Because orchids have some of the smallest seeds of any plants, McCormick et al. hypothesized that earthworm consumption would decrease seed viability in these plants and lead to burial of ingested seeds. They used a combination of mesocosms and field measurements to determine whether native and non-native earthworms would affect the seed germination of the North American native orchid Goodyera pubescens by decreasing seed viability through digestion or burial. To determine soil depths at which seed burial would decrease chances of germination, they used field measurements of the abundance of mycorrhizal fungi needed for G. pubescens germination with soil depth.

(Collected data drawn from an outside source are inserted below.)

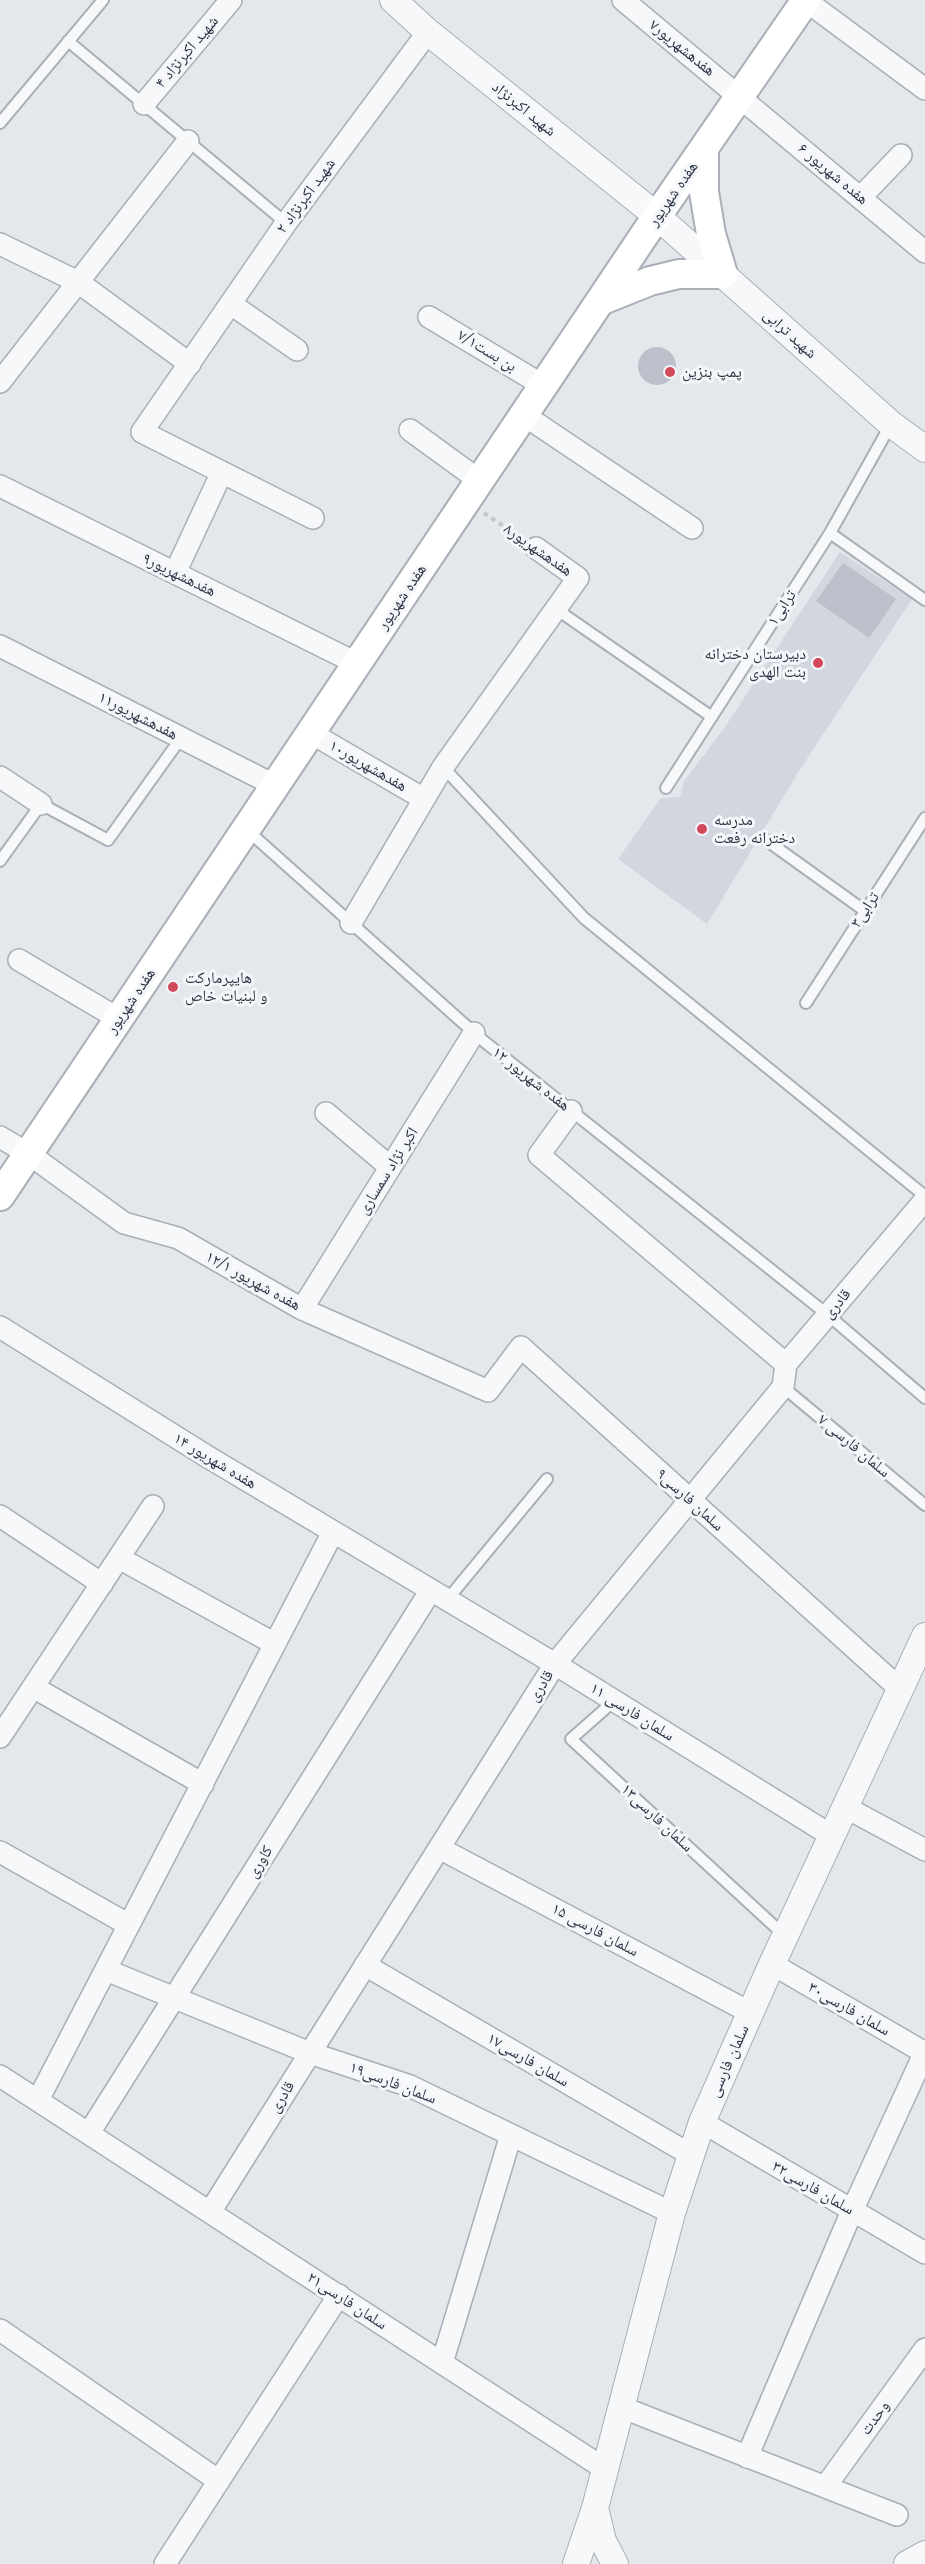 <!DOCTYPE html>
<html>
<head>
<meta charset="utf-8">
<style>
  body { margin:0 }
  canvas { display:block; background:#e4e7ec }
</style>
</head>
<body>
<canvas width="925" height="2564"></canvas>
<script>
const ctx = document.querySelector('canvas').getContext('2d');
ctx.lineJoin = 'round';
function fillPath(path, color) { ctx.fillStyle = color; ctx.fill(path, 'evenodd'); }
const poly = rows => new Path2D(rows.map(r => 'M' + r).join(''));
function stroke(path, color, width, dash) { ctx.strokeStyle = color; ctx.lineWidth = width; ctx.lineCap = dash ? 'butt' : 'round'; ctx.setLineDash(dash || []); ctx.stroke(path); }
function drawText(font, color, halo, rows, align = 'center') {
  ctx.font = font + ' Montserrat,"Noto Naskh Arabic",sans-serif'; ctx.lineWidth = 6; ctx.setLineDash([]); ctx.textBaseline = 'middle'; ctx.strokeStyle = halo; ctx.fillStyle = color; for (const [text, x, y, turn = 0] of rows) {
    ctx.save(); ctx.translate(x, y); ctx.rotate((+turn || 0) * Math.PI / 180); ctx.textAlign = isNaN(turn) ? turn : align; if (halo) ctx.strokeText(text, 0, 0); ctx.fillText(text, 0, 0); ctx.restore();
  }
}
fillPath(poly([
  [840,552,912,599,797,774,707,924,618,859,661,798,680,797,684,781,725,727]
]), '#d2d6de');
fillPath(poly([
  '638 366a19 19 0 1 1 38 0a19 19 0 1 1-38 0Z',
  [843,563,896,599,869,638,816,601]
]), '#bbc0ca');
const service = poly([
  [68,41,286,223],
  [0,123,103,0],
  [830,533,925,600],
  [556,609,712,717],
  [443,767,584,918,925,1196],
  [666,788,830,533,891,424],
  [247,830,481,1039,828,1315,925,1398],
  [766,840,865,911],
  [0,861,41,804,108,840,181,738],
  [806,1003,925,818],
  [783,1387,925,1505],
  [447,1600,547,1479],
  [614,1701,571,1739,784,1935]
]);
const minor = poly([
  [623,0,925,252],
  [805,0,925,89],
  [144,104,231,0],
  [860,198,901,155],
  [0,244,78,282,190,364],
  [231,304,297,350],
  [429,317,544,386],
  [0,382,188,141],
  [524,415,692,528],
  [410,430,480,481],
  [0,486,358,664],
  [313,518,142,432,286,223,428,32],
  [175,573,222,472],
  [0,646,276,786],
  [311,733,424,799],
  [0,777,41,804],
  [351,923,443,767,578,578,536,548],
  [19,960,119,1019],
  [571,1111,539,1155,786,1364],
  [326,1113,390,1167],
  [0,1137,29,1154,124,1223,178,1238,302,1309,488,1391,521,1347,900,1689],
  [302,1309,474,1033],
  [0,1327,208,1457,555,1664,832,1836],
  [0,1516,102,1584],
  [119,1558,275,1644],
  [33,1687,203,1784],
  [0,1737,153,1506],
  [845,1807,925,1850],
  [439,1848,751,2013],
  [0,1852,129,1925],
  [772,1964,925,2053],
  [365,1965,691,2155],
  [106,1970,310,2053,410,2086,672,2213],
  [0,2076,605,2469],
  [38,2100,333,1532],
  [702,2122,925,2253],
  [89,2133,431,1590],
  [210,2212,555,1664,783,1387,786,1364,925,1200],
  [0,2330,219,2481],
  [442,2363,511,2135],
  [621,2407,897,2515],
  [747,2457,852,2211,925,2052],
  [825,2487,925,2349],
  [165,2564,339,2295]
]);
const tertiary = poly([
  [393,0,428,32,657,216,891,424,925,449],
  [595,2508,603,2541,615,2564],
  [576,2564,595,2508,672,2213,702,2122,772,1964,925,1636],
  [907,2564,925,2554]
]);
const secondary = poly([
  [600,301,650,281,679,274,723,274,711,234,704,192,704,149],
  [0,1196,657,216,806,0]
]);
stroke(service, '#a9aeb7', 14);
stroke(minor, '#a9aeb7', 24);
stroke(tertiary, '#a9aeb7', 28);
stroke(secondary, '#a9aeb7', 32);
stroke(poly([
  [484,513,520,537]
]), '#c2c5cb', 4, [4.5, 4.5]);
stroke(service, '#f7f8fa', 10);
stroke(minor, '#f7f8fa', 21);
stroke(tertiary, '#f7f8fa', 26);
stroke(secondary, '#fff', 28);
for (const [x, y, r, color] of [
  [670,372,6,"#d1495b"],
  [818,663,6,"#d1495b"],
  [702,829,6,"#d1495b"],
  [173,987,6,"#d1495b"]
]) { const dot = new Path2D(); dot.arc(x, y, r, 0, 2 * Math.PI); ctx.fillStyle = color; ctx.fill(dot); stroke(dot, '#f4f6f9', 2); }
drawText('16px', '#2b3445', '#f4f6f9', [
  ["هفدهشهریور۷",682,48,39],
  ["شهید اکبرنژاد ۴",187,52,-50],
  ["شهید اکبرنژاد",524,109,39],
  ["هفده شهریور ۶",833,174,40],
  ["هفده شهریور",673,194,-55],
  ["شهید اکبرنژاد ۲",306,196,-54],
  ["شهید ترابی",790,334,42],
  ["بن بست۷/۱",487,351,31],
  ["هفدهشهریور۸",538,550,35],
  ["هفدهشهریور۹",179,575,26],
  ["هفده شهریور",402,597,-56],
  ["ترابی۱",782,608,-57],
  ["هفدهشهریور۱۱",138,716,27],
  ["هفدهشهریور۱۰",368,766,30],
  ["ترابی۳",865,910,-57],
  ["هفده شهریور",131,1001,-56],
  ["هفده شهریور ۱۲",531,1079,38],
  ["اکبر نژاد سمساری",388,1171,-58],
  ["هفده شهریور ۱۲/۱",253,1281,29],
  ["قادری",837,1304,-50],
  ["سلمان فارسی ۷",854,1446,40],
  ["هفده شهریور ۱۴",215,1461,31],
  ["سلمان فارسی۹",690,1500,42],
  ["قادری",541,1686,-58],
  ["سلمان فارسی ۱۱",632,1712,32],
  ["سلمان فارسی۱۳",657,1818,43],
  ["کاوری",260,1862,-58],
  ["سلمان فارسی ۱۵",595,1930,28],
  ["سلمان فارسی۳۰",849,2009,30],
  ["سلمان فارسی۱۷",528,2060,30],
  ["سلمان فارسی",729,2061,-66],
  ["سلمان فارسی۱۹",393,2083,21],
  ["قادری",282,2097,-58],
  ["سلمان فارسی۳۲",813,2188,30],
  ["سلمان فارسی۲۱",347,2301,33],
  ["وحدت",875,2418,-54]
]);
drawText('16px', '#2b3445', '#f4f6f9', [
  ["پمپ بنزین",682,372],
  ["دبیرستان دخترانه",806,654,"right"],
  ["بنت الهدی",806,672,"right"],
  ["مدرسه",714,820],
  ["دخترانه رفعت",714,838],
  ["هایپرمارکت",185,978],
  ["و لبنیات خاص",185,996]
], 'left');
</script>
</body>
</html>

The researchers found that the combined effects of earthworm ingestion and burial are expected to result in a substantial loss of orchid seeds. Their models estimated that 49% of orchid seeds in mature forests and 68% of those in successional forests would be lost to earthworm ingestion over an average year. The combined effects of earthworm ingestion and burial have the potential to result in a substantial loss of orchid seeds, particularly in successional forests. This effect may slow the ability of orchids to recolonize forests as they proceed through succession. Further testing will determine whether this strong effect of earthworms on G. pubescens viability and germination also applies to other orchid species.